Your instructions =>
Return only the lines from the one containing "Input: one rendered map. What" to the end of the entries below, exactly as written, both ends included.

######

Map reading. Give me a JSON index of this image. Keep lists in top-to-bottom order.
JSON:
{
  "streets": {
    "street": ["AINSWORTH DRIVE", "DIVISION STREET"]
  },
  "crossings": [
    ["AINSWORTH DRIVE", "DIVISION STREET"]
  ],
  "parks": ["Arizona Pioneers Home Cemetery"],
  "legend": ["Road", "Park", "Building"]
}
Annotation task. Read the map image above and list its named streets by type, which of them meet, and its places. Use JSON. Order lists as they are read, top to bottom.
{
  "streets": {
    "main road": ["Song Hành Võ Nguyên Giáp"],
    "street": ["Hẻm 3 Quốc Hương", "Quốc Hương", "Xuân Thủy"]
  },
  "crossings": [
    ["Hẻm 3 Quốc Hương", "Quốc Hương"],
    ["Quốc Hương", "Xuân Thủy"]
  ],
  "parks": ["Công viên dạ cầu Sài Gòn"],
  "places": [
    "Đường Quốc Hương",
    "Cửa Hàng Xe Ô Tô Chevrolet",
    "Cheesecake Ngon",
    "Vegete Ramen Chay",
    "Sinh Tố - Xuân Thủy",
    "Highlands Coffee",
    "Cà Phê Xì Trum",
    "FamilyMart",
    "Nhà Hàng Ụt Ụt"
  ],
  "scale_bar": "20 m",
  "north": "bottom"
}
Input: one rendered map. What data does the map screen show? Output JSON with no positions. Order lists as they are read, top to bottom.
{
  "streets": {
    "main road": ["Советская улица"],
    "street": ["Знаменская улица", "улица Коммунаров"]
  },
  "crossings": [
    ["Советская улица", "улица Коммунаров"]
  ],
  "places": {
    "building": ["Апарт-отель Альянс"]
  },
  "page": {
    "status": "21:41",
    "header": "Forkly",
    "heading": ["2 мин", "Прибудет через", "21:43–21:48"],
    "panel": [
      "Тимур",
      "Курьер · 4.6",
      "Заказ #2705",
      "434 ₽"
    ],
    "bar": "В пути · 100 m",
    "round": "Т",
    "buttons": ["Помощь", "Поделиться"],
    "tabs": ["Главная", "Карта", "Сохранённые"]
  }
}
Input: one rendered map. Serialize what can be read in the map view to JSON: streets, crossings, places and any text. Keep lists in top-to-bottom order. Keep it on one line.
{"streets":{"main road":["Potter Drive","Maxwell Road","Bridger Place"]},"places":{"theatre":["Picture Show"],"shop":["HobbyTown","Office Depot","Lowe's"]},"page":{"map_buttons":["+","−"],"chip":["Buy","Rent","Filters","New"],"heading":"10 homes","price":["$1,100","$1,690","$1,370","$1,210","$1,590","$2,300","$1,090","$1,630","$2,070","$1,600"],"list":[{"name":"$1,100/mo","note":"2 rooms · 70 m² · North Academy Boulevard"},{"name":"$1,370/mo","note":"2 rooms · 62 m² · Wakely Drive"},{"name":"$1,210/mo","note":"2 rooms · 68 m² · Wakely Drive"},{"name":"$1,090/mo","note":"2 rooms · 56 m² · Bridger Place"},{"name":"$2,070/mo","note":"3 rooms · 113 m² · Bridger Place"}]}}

######

Exercise response =>
Input: one rendered map. What data does the map screen show? Output JSON with no positions. Order lists as they are read, top to bottom.
{
  "streets": {
    "main road": ["Советская улица"],
    "street": ["Знаменская улица", "улица Коммунаров"]
  },
  "crossings": [
    ["Советская улица", "улица Коммунаров"]
  ],
  "places": {
    "building": ["Апарт-отель Альянс"]
  },
  "page": {
    "status": "21:41",
    "header": "Forkly",
    "heading": ["2 мин", "Прибудет через", "21:43–21:48"],
    "panel": [
      "Тимур",
      "Курьер · 4.6",
      "Заказ #2705",
      "434 ₽"
    ],
    "bar": "В пути · 100 m",
    "round": "Т",
    "buttons": ["Помощь", "Поделиться"],
    "tabs": ["Главная", "Карта", "Сохранённые"]
  }
}
Input: one rendered map. Serialize what can be read in the map view to JSON: streets, crossings, places and any text. Keep lists in top-to-bottom order. Keep it on one line.
{"streets":{"main road":["Potter Drive","Maxwell Road","Bridger Place"]},"places":{"theatre":["Picture Show"],"shop":["HobbyTown","Office Depot","Lowe's"]},"page":{"map_buttons":["+","−"],"chip":["Buy","Rent","Filters","New"],"heading":"10 homes","price":["$1,100","$1,690","$1,370","$1,210","$1,590","$2,300","$1,090","$1,630","$2,070","$1,600"],"list":[{"name":"$1,100/mo","note":"2 rooms · 70 m² · North Academy Boulevard"},{"name":"$1,370/mo","note":"2 rooms · 62 m² · Wakely Drive"},{"name":"$1,210/mo","note":"2 rooms · 68 m² · Wakely Drive"},{"name":"$1,090/mo","note":"2 rooms · 56 m² · Bridger Place"},{"name":"$2,070/mo","note":"3 rooms · 113 m² · Bridger Place"}]}}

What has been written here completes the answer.